• Exercise requirements: Your task is to copy each line of the records that includes the string "roads".

• Material for this task:
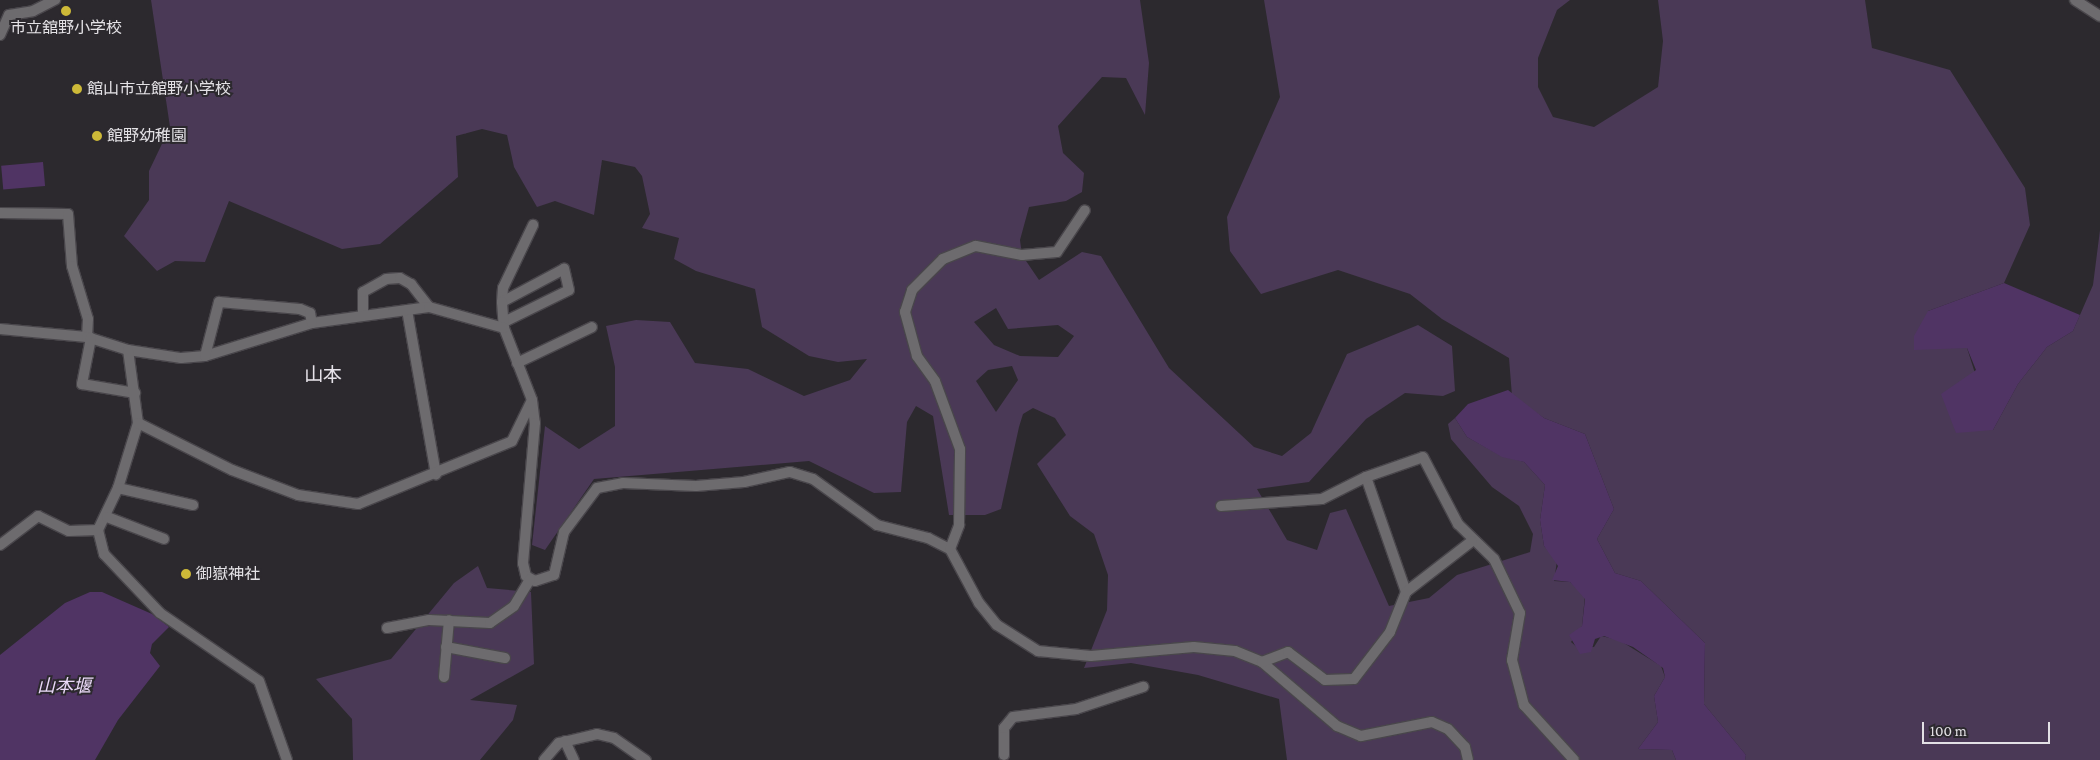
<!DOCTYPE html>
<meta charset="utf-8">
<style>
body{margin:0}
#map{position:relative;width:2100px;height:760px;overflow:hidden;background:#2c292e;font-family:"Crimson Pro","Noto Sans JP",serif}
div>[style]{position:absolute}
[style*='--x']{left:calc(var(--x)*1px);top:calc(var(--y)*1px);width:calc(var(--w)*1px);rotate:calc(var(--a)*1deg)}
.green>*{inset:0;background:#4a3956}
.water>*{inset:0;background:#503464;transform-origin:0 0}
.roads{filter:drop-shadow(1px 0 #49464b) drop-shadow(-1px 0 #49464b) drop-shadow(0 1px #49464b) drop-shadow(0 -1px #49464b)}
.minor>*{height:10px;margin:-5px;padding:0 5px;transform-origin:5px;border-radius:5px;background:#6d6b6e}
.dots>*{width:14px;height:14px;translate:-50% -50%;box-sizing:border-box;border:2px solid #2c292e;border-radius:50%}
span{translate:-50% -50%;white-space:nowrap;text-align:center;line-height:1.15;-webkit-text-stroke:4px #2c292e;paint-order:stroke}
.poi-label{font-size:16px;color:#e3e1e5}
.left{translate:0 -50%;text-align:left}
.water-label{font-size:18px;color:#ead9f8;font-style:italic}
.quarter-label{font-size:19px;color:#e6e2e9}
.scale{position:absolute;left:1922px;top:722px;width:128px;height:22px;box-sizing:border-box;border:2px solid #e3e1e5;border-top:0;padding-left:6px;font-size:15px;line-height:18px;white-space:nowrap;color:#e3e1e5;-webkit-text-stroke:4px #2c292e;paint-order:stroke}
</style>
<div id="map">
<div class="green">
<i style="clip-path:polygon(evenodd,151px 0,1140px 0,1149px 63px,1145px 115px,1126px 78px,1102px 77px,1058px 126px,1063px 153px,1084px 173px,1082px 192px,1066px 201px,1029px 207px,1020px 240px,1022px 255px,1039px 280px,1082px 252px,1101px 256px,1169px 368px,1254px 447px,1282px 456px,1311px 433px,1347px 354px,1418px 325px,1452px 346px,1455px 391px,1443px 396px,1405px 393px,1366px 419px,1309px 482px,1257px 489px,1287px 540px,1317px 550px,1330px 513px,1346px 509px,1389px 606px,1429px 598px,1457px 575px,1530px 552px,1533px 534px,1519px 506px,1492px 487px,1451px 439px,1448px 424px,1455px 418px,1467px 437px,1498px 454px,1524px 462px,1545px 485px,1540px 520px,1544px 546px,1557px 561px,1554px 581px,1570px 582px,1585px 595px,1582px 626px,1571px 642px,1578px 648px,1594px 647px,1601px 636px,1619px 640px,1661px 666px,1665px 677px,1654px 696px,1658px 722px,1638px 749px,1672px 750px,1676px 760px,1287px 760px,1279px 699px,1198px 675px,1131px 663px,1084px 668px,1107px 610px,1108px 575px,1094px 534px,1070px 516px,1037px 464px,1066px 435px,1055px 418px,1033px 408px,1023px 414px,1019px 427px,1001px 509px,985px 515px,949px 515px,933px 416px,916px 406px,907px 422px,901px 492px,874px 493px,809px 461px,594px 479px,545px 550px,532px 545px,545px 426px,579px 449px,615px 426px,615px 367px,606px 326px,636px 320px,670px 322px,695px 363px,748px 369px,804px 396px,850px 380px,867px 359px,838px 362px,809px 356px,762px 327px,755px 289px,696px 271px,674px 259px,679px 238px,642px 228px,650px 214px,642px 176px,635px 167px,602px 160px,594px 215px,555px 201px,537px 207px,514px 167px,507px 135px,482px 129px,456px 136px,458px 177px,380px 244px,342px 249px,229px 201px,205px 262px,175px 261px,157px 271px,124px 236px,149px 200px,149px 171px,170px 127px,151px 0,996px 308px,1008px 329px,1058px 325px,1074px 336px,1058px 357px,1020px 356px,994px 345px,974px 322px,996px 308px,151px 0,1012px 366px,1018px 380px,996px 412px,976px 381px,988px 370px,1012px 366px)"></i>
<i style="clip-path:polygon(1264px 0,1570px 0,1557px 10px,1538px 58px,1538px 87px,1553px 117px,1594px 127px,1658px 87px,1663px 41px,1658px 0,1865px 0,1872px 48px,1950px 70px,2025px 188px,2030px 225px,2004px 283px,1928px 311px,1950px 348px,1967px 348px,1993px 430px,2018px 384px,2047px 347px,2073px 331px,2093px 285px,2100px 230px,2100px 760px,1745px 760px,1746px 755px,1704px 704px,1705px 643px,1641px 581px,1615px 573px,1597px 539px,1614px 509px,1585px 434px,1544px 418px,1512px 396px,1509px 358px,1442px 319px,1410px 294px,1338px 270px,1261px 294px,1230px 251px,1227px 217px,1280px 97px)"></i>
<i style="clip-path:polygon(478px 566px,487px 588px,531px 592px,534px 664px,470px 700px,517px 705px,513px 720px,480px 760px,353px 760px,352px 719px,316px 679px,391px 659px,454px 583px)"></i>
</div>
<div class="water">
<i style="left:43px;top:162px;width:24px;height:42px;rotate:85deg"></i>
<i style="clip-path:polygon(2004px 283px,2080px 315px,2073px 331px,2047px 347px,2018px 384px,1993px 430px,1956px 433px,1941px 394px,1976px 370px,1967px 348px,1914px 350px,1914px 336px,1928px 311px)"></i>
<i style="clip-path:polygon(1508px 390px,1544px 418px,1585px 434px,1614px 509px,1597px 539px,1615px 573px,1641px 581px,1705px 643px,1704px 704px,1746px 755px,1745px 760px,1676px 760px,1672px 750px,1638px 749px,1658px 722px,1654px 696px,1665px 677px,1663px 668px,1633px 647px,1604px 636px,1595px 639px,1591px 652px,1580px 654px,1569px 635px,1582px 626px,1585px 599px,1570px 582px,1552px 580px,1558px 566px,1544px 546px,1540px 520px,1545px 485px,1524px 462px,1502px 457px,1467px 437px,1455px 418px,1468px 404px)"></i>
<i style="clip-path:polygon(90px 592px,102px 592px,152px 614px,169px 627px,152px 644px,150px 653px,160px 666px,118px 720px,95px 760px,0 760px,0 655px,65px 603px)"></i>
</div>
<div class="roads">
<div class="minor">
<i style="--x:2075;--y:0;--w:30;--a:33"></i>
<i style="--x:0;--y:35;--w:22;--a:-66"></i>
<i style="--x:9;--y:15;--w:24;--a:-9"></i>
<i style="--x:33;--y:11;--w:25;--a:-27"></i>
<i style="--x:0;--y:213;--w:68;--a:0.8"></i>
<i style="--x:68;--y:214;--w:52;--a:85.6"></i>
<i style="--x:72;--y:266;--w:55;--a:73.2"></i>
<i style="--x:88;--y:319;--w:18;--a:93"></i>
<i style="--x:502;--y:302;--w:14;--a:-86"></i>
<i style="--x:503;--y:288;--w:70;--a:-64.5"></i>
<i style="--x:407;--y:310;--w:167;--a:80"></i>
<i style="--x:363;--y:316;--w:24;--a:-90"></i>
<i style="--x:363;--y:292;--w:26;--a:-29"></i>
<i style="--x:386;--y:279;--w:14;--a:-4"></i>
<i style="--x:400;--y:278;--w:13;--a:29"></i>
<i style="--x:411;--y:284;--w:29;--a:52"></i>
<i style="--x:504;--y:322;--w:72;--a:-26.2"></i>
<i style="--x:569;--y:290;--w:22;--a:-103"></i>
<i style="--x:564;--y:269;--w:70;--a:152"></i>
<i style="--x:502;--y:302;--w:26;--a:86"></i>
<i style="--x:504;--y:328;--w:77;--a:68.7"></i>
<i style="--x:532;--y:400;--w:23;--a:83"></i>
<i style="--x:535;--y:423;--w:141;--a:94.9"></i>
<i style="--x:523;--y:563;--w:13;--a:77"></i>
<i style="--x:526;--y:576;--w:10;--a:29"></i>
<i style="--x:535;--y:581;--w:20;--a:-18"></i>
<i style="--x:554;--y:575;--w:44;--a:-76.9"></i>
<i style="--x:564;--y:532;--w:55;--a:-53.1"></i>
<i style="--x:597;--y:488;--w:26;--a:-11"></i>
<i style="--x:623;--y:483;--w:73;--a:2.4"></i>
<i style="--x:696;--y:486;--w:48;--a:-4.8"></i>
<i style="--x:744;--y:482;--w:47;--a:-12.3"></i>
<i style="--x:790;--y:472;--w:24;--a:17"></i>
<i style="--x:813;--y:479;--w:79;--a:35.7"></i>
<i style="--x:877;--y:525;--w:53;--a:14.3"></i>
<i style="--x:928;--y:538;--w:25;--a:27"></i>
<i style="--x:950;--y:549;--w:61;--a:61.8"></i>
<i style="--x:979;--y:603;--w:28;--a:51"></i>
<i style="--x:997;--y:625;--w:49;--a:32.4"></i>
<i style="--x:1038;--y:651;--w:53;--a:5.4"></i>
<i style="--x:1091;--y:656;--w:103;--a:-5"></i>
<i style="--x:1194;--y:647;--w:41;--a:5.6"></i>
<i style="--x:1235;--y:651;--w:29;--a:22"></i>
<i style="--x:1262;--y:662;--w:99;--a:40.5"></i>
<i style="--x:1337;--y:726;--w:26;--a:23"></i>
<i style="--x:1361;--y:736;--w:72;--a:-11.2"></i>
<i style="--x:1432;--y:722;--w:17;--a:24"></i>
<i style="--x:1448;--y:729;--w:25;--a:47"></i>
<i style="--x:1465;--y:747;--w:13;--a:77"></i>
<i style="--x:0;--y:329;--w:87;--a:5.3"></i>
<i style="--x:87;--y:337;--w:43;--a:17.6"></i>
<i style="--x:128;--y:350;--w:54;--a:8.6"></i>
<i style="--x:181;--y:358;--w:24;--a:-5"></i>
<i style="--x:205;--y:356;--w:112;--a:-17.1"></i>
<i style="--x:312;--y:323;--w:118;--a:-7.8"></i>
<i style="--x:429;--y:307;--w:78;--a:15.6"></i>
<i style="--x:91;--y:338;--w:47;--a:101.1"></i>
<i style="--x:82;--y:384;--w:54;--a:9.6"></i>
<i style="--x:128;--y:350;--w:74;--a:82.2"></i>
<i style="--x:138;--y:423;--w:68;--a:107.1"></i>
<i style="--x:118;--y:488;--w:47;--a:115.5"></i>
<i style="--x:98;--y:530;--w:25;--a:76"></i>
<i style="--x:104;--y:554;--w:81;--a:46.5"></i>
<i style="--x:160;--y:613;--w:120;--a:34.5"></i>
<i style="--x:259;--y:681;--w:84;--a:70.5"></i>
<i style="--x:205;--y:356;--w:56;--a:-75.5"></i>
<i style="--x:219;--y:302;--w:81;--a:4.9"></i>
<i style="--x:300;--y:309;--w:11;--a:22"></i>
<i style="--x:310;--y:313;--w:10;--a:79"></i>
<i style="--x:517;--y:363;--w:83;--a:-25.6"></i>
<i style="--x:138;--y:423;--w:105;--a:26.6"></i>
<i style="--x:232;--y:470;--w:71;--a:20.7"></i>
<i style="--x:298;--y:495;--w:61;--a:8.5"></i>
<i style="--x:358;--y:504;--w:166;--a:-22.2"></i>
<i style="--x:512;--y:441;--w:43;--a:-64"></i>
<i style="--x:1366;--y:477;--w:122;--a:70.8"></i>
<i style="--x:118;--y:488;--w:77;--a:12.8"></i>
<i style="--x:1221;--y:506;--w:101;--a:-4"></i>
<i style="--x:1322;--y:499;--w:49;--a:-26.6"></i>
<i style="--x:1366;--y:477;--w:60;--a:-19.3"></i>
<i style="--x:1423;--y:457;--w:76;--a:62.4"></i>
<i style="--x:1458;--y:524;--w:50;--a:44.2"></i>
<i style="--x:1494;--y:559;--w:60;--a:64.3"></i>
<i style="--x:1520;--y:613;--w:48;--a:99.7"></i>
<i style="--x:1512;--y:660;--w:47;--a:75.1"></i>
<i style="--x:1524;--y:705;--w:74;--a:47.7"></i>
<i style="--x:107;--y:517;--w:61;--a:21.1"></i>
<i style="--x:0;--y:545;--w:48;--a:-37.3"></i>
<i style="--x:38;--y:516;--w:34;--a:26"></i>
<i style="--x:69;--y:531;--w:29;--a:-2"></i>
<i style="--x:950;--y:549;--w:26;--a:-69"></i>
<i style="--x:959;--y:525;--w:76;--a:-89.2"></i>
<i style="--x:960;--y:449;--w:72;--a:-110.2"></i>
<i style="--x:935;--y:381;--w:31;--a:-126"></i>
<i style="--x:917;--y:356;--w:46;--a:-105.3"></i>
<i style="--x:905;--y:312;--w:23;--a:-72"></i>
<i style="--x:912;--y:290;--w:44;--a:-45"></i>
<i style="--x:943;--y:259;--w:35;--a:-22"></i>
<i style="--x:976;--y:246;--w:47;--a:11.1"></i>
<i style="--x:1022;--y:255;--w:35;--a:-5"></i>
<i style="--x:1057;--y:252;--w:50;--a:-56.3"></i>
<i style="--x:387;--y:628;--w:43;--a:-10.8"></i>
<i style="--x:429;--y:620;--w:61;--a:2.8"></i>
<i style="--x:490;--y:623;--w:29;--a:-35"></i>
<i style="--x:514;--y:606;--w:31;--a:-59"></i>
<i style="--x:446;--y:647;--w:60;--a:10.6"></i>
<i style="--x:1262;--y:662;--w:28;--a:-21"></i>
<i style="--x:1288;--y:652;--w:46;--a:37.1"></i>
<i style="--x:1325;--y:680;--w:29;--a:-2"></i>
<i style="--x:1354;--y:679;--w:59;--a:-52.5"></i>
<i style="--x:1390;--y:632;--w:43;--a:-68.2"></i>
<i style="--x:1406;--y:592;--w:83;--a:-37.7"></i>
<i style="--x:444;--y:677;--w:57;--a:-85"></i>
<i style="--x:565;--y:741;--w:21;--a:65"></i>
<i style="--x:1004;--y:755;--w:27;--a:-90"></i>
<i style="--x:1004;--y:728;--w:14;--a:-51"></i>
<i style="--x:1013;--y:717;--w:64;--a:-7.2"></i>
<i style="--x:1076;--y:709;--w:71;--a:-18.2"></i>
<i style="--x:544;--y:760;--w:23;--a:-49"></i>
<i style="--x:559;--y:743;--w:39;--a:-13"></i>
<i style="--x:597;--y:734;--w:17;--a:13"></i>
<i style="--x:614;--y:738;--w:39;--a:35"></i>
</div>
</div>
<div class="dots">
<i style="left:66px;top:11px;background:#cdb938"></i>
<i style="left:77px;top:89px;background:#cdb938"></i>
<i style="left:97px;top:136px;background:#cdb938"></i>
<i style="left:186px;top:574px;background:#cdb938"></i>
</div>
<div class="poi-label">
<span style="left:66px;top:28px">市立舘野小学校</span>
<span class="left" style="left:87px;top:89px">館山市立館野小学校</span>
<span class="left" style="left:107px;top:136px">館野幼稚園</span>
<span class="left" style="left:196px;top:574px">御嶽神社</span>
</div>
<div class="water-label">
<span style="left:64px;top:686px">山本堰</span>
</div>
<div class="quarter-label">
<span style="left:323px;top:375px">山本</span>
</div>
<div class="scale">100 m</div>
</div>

• Task solution:
.roads{filter:drop-shadow(1px 0 #49464b) drop-shadow(-1px 0 #49464b) drop-shadow(0 1px #49464b) drop-shadow(0 -1px #49464b)}
<div class="roads">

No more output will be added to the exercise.